Tuesday, November 27, 2018

The British get their way on 4 February 1941 in Egypt and then back to Syria

The cadets from the Officer Candidate Training Unit were informed about the ultimatum given to the Egyptian government and were sent to the palace of King Farouk. They arrived before 9pm and were formed up in parade. The Egyptian royal guard presented arms in response. The British ambassador arrived after 9pm and went to speak to the king. He was there for about 15 minutes and then left. After he left, Nahas Pasha was asked to form a government. He did accept the request, although he wrote a letter for the British ambassador saying that neither the treaty between Egypt and Great Britain nor the fact of Egypt being a sovereign nation should allow the British to force political changes in Egypt. The British agreed that they would treat Egypt as a valuable ally and enter into a collaboration with them. This calmed the political situation. Elections were held that approved of the agreement, although the political opposition disliked the deal. The whole incident was kept secret until after the end of the war. The incident was one of many reasons that ended the British military occupation of Egypt after the war.
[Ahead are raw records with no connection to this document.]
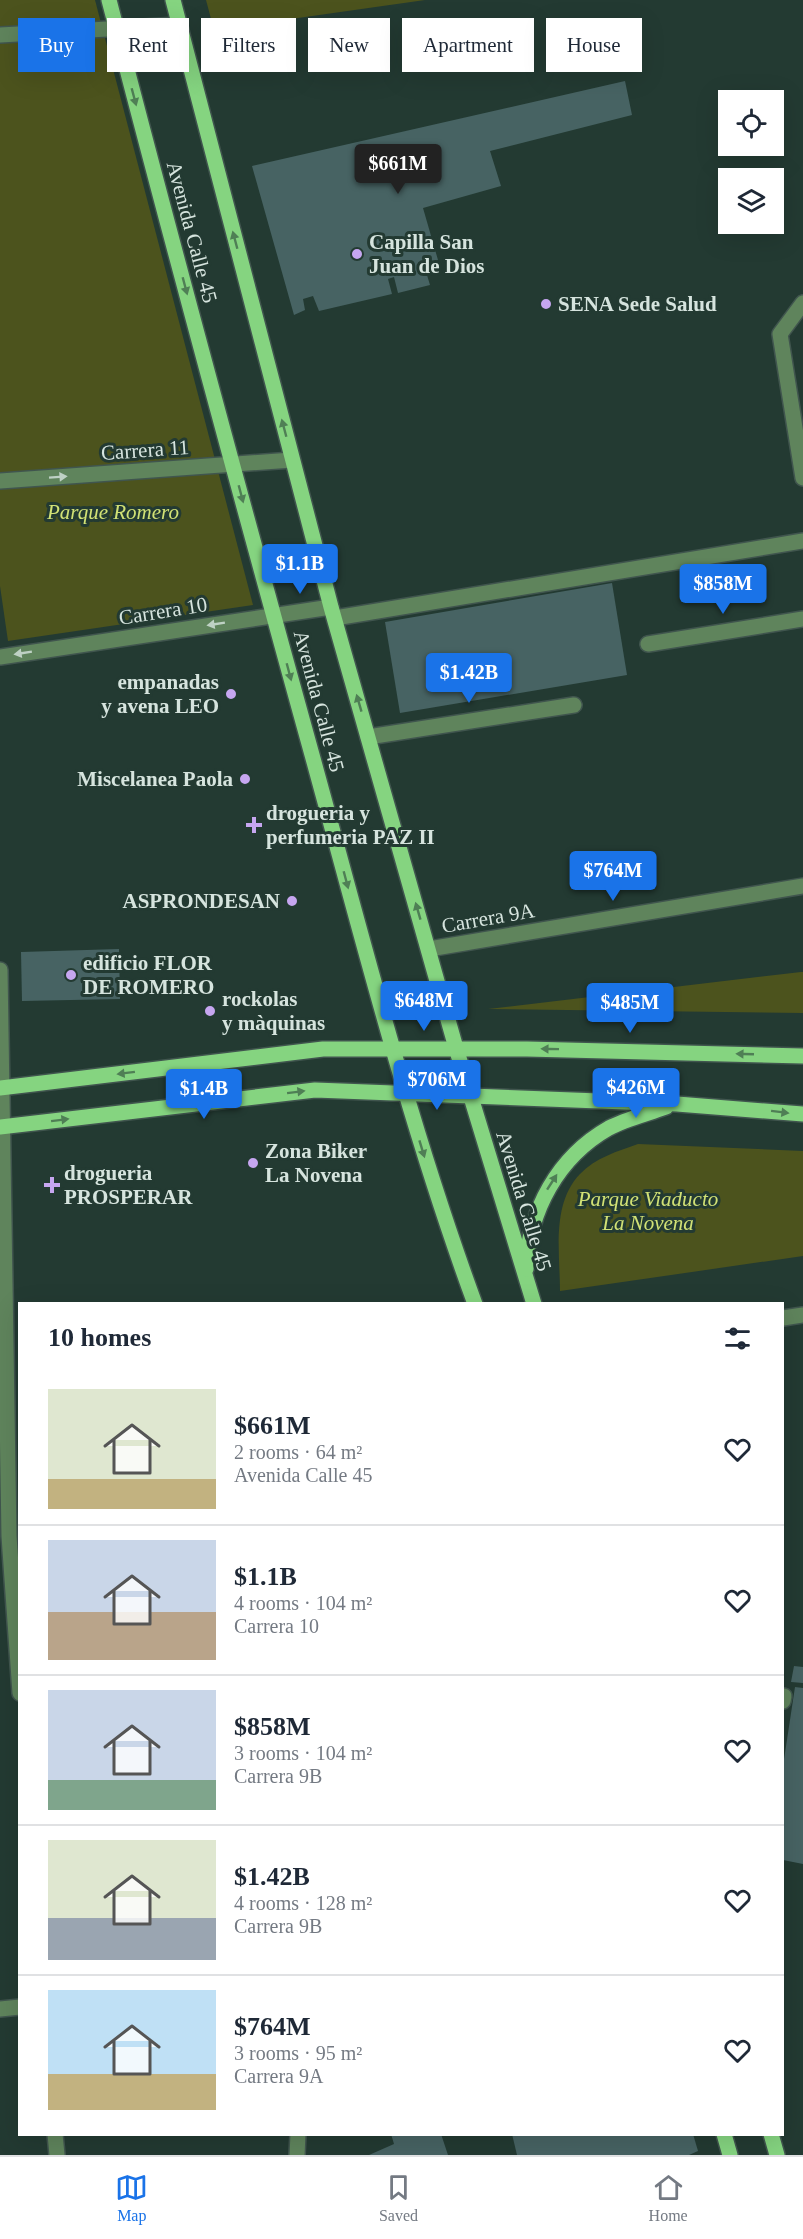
<!DOCTYPE html>
<html lang="en">
<head>
<meta charset="utf-8">
<style>
	:root { --surface:#fff; --page:#f6f6f7; --text:#1f2937; --muted:#747a83; --line:#e0e1e3; --accent:#1a73e8 }
	body { margin:0; font-family:Georgia,serif; background:var(--page); color:var(--text); height:100vh; display:flex; flex-direction:column; font-size:22px; white-space:nowrap }
	* { box-sizing:border-box; margin:0 }
	p { font-size:20px; color:var(--muted) }
	.icon { flex:none; width:33px; height:33px; fill:none; stroke:currentColor; stroke-width:2; stroke-linecap:round; stroke-linejoin:round }
	.map { position:relative; flex:1; overflow:hidden }
	.panel { position:absolute; left:18px; top:1302px; width:766px; height:834px; display:flex; flex-direction:column; background:var(--surface); border-radius:0px; box-shadow:0 6px 24px #0002 }
	.panel>* { flex:none }
	.guide { position:absolute; left:18px; top:18px; width:768px; height:54px; display:flex; gap:12px }
	.buttons { position:absolute; left:718px; top:90px; display:grid; gap:12px }
	.buttons a { display:grid; place-items:center; width:66px; height:66px; border-radius:0px; background:var(--surface); box-shadow:0 6px 24px #0002; font-size:30px }
	.price { position:absolute; translate:-50% -51px; padding:0 14px; border-radius:6px; background:var(--accent); color:#fff; font-size:20px; line-height:39px; filter:drop-shadow(0 2px 3px #0008) }
	.price::after { content:''; position:absolute; left:50%; top:36px; width:18px; height:14px; margin-left:-9px; background:inherit; clip-path:polygon(0 0,100% 0,50% 100%) }
	.price.on { background:#222; color:#fff }
	ul { padding:0; list-style:none }
	li { display:flex; align-items:center; gap:18px; height:150px; padding:0 30px }
	li+li { border-top:2px solid var(--line) }
	li span { display:grid; place-items:center; flex:none; width:168px; height:120px; border-radius:0px; color:#555 }
	li>.icon { margin-inline-start:auto }
	span .icon { width:72px; height:72px; fill:#fffc; stroke-width:1 }
	li b { font-size:26px }
	h2 { display:flex; justify-content:space-between; align-items:center; height:72px; padding:0 30px; font-size:26px }
	.pill { padding:0 21px; border-radius:0px; background:var(--surface); box-shadow:0 6px 24px #0002; font-size:21px; line-height:54px }
	.pill.on { background:var(--accent); color:#fff }
	.tabs { display:flex; justify-content:space-around; align-items:center; height:84px; border-top:2px solid var(--line); background:var(--surface); font-size:16px; color:var(--muted) }
	.tabs a { display:grid; justify-items:center; gap:3px }
	.tabs .on { color:var(--accent) }
	.map>svg:first-child { display:block }
	.green { fill:#4c531d }
	.building { fill:#476363 }
	.lines { fill:none; stroke-linecap:round; stroke-linejoin:round }
	.minor-casing { stroke:#40554e; stroke-width:18 }
	.major-casing { stroke:#40554e; stroke-width:18 }
	.minor { stroke:#5f845c; stroke-width:15 }
	.major { stroke:#85d480; stroke-width:15 }
	.oneway { fill:#4f7f55 }
	.oneway2 { fill:#bed1c4 }
	.poi-dot { fill:#c6a6f0; stroke:#233a32; stroke-width:2 }
	.labels { text-anchor:middle; dominant-baseline:central; stroke-width:6; stroke-linejoin:round; paint-order:stroke }
	.street-label { font-size:21px; fill:#d6e4de; stroke:#233a32 }
	.poi-label { font-size:21px; font-weight:bold; fill:#d6e4de; stroke:#233a32; text-anchor:start }
	.park-label { font-size:21px; font-style:italic; fill:#d1e175; stroke:#233a32 }
</style>
</head>
<body>
<div class="map">
<svg width="803" height="2155" viewBox="0 0 803 2155">
	<rect width="100%" height="100%" fill="#233a32"/>
	<g class="green">
		<polygon points="0,0 95,0 253,605 8,641 0,586"/>
		<polygon points="206,0 425,0 214,30"/>
		<polygon points="801,972 803,972 803,1013 488,1009"/>
		<path d="M638 1144 803 1151V1256L560 1291C560 1254 551 1204 580 1174 595 1158 618 1151 638 1144Z"/>
	</g>
	<g class="building">
		<polygon points="625,81 632,115 490,151 501,186 423,208 438,260 424,265 430,285 398,293 394,277 388,279 392,294 319,311 313,296 303,299 305,310 294,315 252,166"/>
		<polygon points="612,583 627,675 400,713 385,622"/>
		<polygon points="119,949 120,999 22,1001 21,952"/>
		<polygon points="794,1666 803,1667 803,1683 791,1682"/>
		<polygon points="795,1687 803,1688 803,1864 783,1860 783,1766"/>
		<polygon points="391,2134 441,2134 448,2155 369,2155 394,2144"/>
		<polygon points="512,2134 693,2134 698,2151 689,2155 517,2155"/>
	</g>
	<g class="lines">
		<defs>
			<g id="minor">
				<polyline points="0,35 179,25"/>
				<polyline points="803,303 780,334 803,478"/>
				<polyline points="0,481 292,460"/>
				<polyline points="335,618 803,541"/>
				<polyline points="648,644 803,619"/>
				<polyline points="0,657 331,607"/>
				<polyline points="368,737 574,705"/>
				<polyline points="429,949 803,886"/>
				<polyline points="0,970 9,1536 20,1693"/>
				<polyline points="783,1318 803,1315"/>
				<polyline points="783,1701 784,1696"/>
				<polyline points="0,2009 20,2007"/>
				<polyline points="55,2134 57,2155"/>
				<polyline points="297,2155 298,2134"/>
			</g>
			<g id="major">
				<path d="M109 0C175 255 244 509 314 762 364 944 410 1127 475 1304"/>
				<polyline points="173,0 331,607 456,1048 534,1304"/>
				<polyline points="0,1088 323,1049 527,1049 803,1056"/>
				<polyline points="0,1127 315,1090 677,1104 803,1114"/>
				<path d="M526 1269C529 1210 558 1157 609 1128 626 1119 647 1114 666 1107"/>
				<polyline points="724,2134 730,2155"/>
				<polyline points="771,2134 777,2155"/>
			</g>
		</defs>
		<use href="#minor" class="minor-casing"/>
		<use href="#major" class="major-casing"/>
		<use href="#minor" class="minor"/>
		<use href="#major" class="major"/>
	</g>
	<defs><path id="oneway-solid" d="M-6-.8H1V-3.2L6.5 0L1 3.2V.8H-6Z" transform="scale(1.5)"/></defs>
	<g class="oneway">
		<use href="#oneway-solid" transform="translate(134 97) rotate(75)"/>
		<use href="#oneway-solid" transform="translate(235 240) rotate(-105)"/>
		<use href="#oneway-solid" transform="translate(185 286) rotate(75)"/>
		<use href="#oneway-solid" transform="translate(284 428) rotate(-105)"/>
		<use href="#oneway-solid" transform="translate(241 494) rotate(75)"/>
		<use href="#oneway-solid" transform="translate(289 672) rotate(75)"/>
		<use href="#oneway-solid" transform="translate(359 703) rotate(-106)"/>
		<use href="#oneway-solid" transform="translate(346 880) rotate(75)"/>
		<use href="#oneway-solid" transform="translate(418 911) rotate(-106)"/>
		<use href="#oneway-solid" transform="translate(550 1049) rotate(-179)"/>
		<use href="#oneway-solid" transform="translate(745 1054) rotate(-178)"/>
		<use href="#oneway-solid" transform="translate(126 1073) rotate(173)"/>
		<use href="#oneway-solid" transform="translate(296 1092) rotate(-7)"/>
		<use href="#oneway-solid" transform="translate(780 1112) rotate(7)"/>
		<use href="#oneway-solid" transform="translate(60 1120) rotate(-7)"/>
		<use href="#oneway-solid" transform="translate(422 1149) rotate(73)"/>
		<use href="#oneway-solid" transform="translate(552 1182) rotate(-57)"/>
	</g>
	<g class="oneway2">
		<use href="#oneway-solid" transform="translate(58 477) rotate(-4)"/>
		<use href="#oneway-solid" transform="translate(216 624) rotate(171)"/>
		<use href="#oneway-solid" transform="translate(23 653) rotate(171)"/>
	</g>
	<g class="poi-dot">
		<circle cx="357" cy="254" r="6"/>
		<circle cx="546" cy="304" r="6"/>
		<circle cx="231" cy="694" r="6"/>
		<circle cx="245" cy="779" r="6"/>
		<path d="M251 816h6v6h6v6h-6v6h-6v-6h-6v-6h6z"/>
		<circle cx="292" cy="901" r="6"/>
		<circle cx="71" cy="975" r="6"/>
		<circle cx="210" cy="1011" r="6"/>
		<circle cx="253" cy="1163" r="6"/>
		<path d="M49 1176h6v6h6v6h-6v6h-6v-6h-6v-6h6z"/>
	</g>
	<g class="labels">
		<g class="street-label">
			<text transform="translate(192 232) rotate(75)">Avenida Calle 45</text>
			<text transform="translate(145 450) rotate(-4)">Carrera 11</text>
			<text transform="translate(163 611) rotate(-9)">Carrera 10</text>
			<text transform="translate(319 701) rotate(75)">Avenida Calle 45</text>
			<text transform="translate(488 918) rotate(-10)">Carrera 9A</text>
			<text transform="translate(524 1201) rotate(73)">Avenida Calle 45</text>
		</g>
		<g class="poi-label">
			<text x="369" y="242">Capilla San<tspan x="369" dy="24">Juan de Dios</tspan></text>
			<text x="558" y="304">SENA Sede Salud</text>
			<text x="219" y="682" text-anchor="end">empanadas<tspan x="219" dy="24">y avena LEO</tspan></text>
			<text x="233" y="779" text-anchor="end">Miscelanea Paola</text>
			<text x="266" y="813">drogueria y<tspan x="266" dy="24">perfumeria PAZ II</tspan></text>
			<text x="280" y="901" text-anchor="end">ASPRONDESAN</text>
			<text x="83" y="963">edificio FLOR<tspan x="83" dy="24">DE ROMERO</tspan></text>
			<text x="222" y="999">rockolas<tspan x="222" dy="24">y màquinas</tspan></text>
			<text x="265" y="1151">Zona Biker<tspan x="265" dy="24">La Novena</tspan></text>
			<text x="64" y="1173">drogueria<tspan x="64" dy="24">PROSPERAR</tspan></text>
		</g>
		<g class="park-label">
			<text x="113" y="512">Parque Romero</text>
			<text x="648" y="1199">Parque Viaducto<tspan x="648" dy="24">La Novena</tspan></text>
		</g>
	</g>
</svg>
<div class="buttons">
<a><svg class="icon" aria-label="locate" viewBox="0 0 24 24"><circle cx="12" cy="12" r="6"/><path d="M12 2v4M12 18v4M2 12h4M18 12h4"/></svg></a>
<a><svg class="icon" aria-label="layers" viewBox="0 0 24 24"><path d="M12 4l9 5-9 5-9-5zM3 14l9 5 9-5"/></svg></a>
</div>
<b class="price on" style="left:398px;top:195px">$661M</b>
<b class="price" style="left:300px;top:595px">$1.1B</b>
<b class="price" style="left:723px;top:615px">$858M</b>
<b class="price" style="left:469px;top:704px">$1.42B</b>
<b class="price" style="left:613px;top:902px">$764M</b>
<b class="price" style="left:424px;top:1032px">$648M</b>
<b class="price" style="left:630px;top:1034px">$485M</b>
<b class="price" style="left:437px;top:1111px">$706M</b>
<b class="price" style="left:636px;top:1119px">$426M</b>
<b class="price" style="left:204px;top:1120px">$1.4B</b>
<div class="guide">
<a class="pill on">Buy</a>
<a class="pill">Rent</a>
<a class="pill">Filters</a>
<a class="pill">New</a>
<a class="pill">Apartment</a>
<a class="pill">House</a>
</div>
<section class="panel">
<h2>10 homes<svg class="icon" aria-label="filters" viewBox="0 0 24 24"><path d="M4 7h16M4 17h16"/><circle cx="9" cy="7" r="2"/><circle cx="15" cy="17" r="2"/></svg></h2>
<ul>
<li><span style="background:linear-gradient(#dfe7d0 75%,#c2b280 0)"><svg class="icon" aria-label="home" viewBox="0 0 24 24"><path d="M3 11l9-7 9 7M6 9v11h12V9"/></svg></span><div><b>$661M</b><p>2 rooms · 64 m²</p><p>Avenida Calle 45</p></div><svg class="icon" aria-label="heart" viewBox="0 0 24 24"><path d="M12 20l-8-8c-3-5 5-10 8-4 3-6 11-1 8 4z"/></svg></li>
<li><span style="background:linear-gradient(#c9d6e8 60%,#b9a48a 0)"><svg class="icon" aria-label="home" viewBox="0 0 24 24"><path d="M3 11l9-7 9 7M6 9v11h12V9"/></svg></span><div><b>$1.1B</b><p>4 rooms · 104 m²</p><p>Carrera 10</p></div><svg class="icon" aria-label="heart" viewBox="0 0 24 24"><path d="M12 20l-8-8c-3-5 5-10 8-4 3-6 11-1 8 4z"/></svg></li>
<li><span style="background:linear-gradient(#c9d6e8 75%,#7fa58c 0)"><svg class="icon" aria-label="home" viewBox="0 0 24 24"><path d="M3 11l9-7 9 7M6 9v11h12V9"/></svg></span><div><b>$858M</b><p>3 rooms · 104 m²</p><p>Carrera 9B</p></div><svg class="icon" aria-label="heart" viewBox="0 0 24 24"><path d="M12 20l-8-8c-3-5 5-10 8-4 3-6 11-1 8 4z"/></svg></li>
<li><span style="background:linear-gradient(#dfe7d0 65%,#9aa5b1 0)"><svg class="icon" aria-label="home" viewBox="0 0 24 24"><path d="M3 11l9-7 9 7M6 9v11h12V9"/></svg></span><div><b>$1.42B</b><p>4 rooms · 128 m²</p><p>Carrera 9B</p></div><svg class="icon" aria-label="heart" viewBox="0 0 24 24"><path d="M12 20l-8-8c-3-5 5-10 8-4 3-6 11-1 8 4z"/></svg></li>
<li><span style="background:linear-gradient(#bfe0f5 70%,#c2b280 0)"><svg class="icon" aria-label="home" viewBox="0 0 24 24"><path d="M3 11l9-7 9 7M6 9v11h12V9"/></svg></span><div><b>$764M</b><p>3 rooms · 95 m²</p><p>Carrera 9A</p></div><svg class="icon" aria-label="heart" viewBox="0 0 24 24"><path d="M12 20l-8-8c-3-5 5-10 8-4 3-6 11-1 8 4z"/></svg></li>
</ul>
</section>
</div>
<nav class="tabs">
<a class="on"><svg class="icon" aria-label="map" viewBox="0 0 24 24"><path d="M3 6l6-2 6 2 6-2v14l-6 2-6-2-6 2zM9 4v14M15 6v14"/></svg>Map</a>
<a><svg class="icon" aria-label="saved" viewBox="0 0 24 24"><path d="M7 4h10v16l-5-4-5 4z"/></svg>Saved</a>
<a><svg class="icon" aria-label="home" viewBox="0 0 24 24"><path d="M3 11l9-7 9 7M6 9v11h12V9"/></svg>Home</a>
</nav>
</body>
</html>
Back to Syria, in early February 1942, General Morshead traveled the 20th Brigade area for five days, seeing the situation for himself. He disliked having the 20th Brigade at Aleppo, as it seemed exposed and that they would not be able to withdraw. He remembered his experience in 1941 in the withdrawal from western Cyrenaica into Tobruk. In addition, 20th Brigade was considered to be the 9th Australian Division reserve. He thought that is they really would have six weeks warning, they should blow demolitions immediately. He was also skeptical about how long the air force would use the "covering landing grounds". He thought that they would almost immediately abandon them, leaving 20th Brigade with air cover.
General Morshead was also unhappy with the emphasis on building defenses at the expense of training. The Australians had previously been permitted to traing for three days a week and then build defenses for three days. General Morshead objected to the situation and General Wilson, 9th Army Commander, agreed that training was important. They agreed that they could hire civilians to dig so that Australians could train. Another problem was equipment for the 9th Australian Division. This is based on the account in Vol.III of the Australian Official History.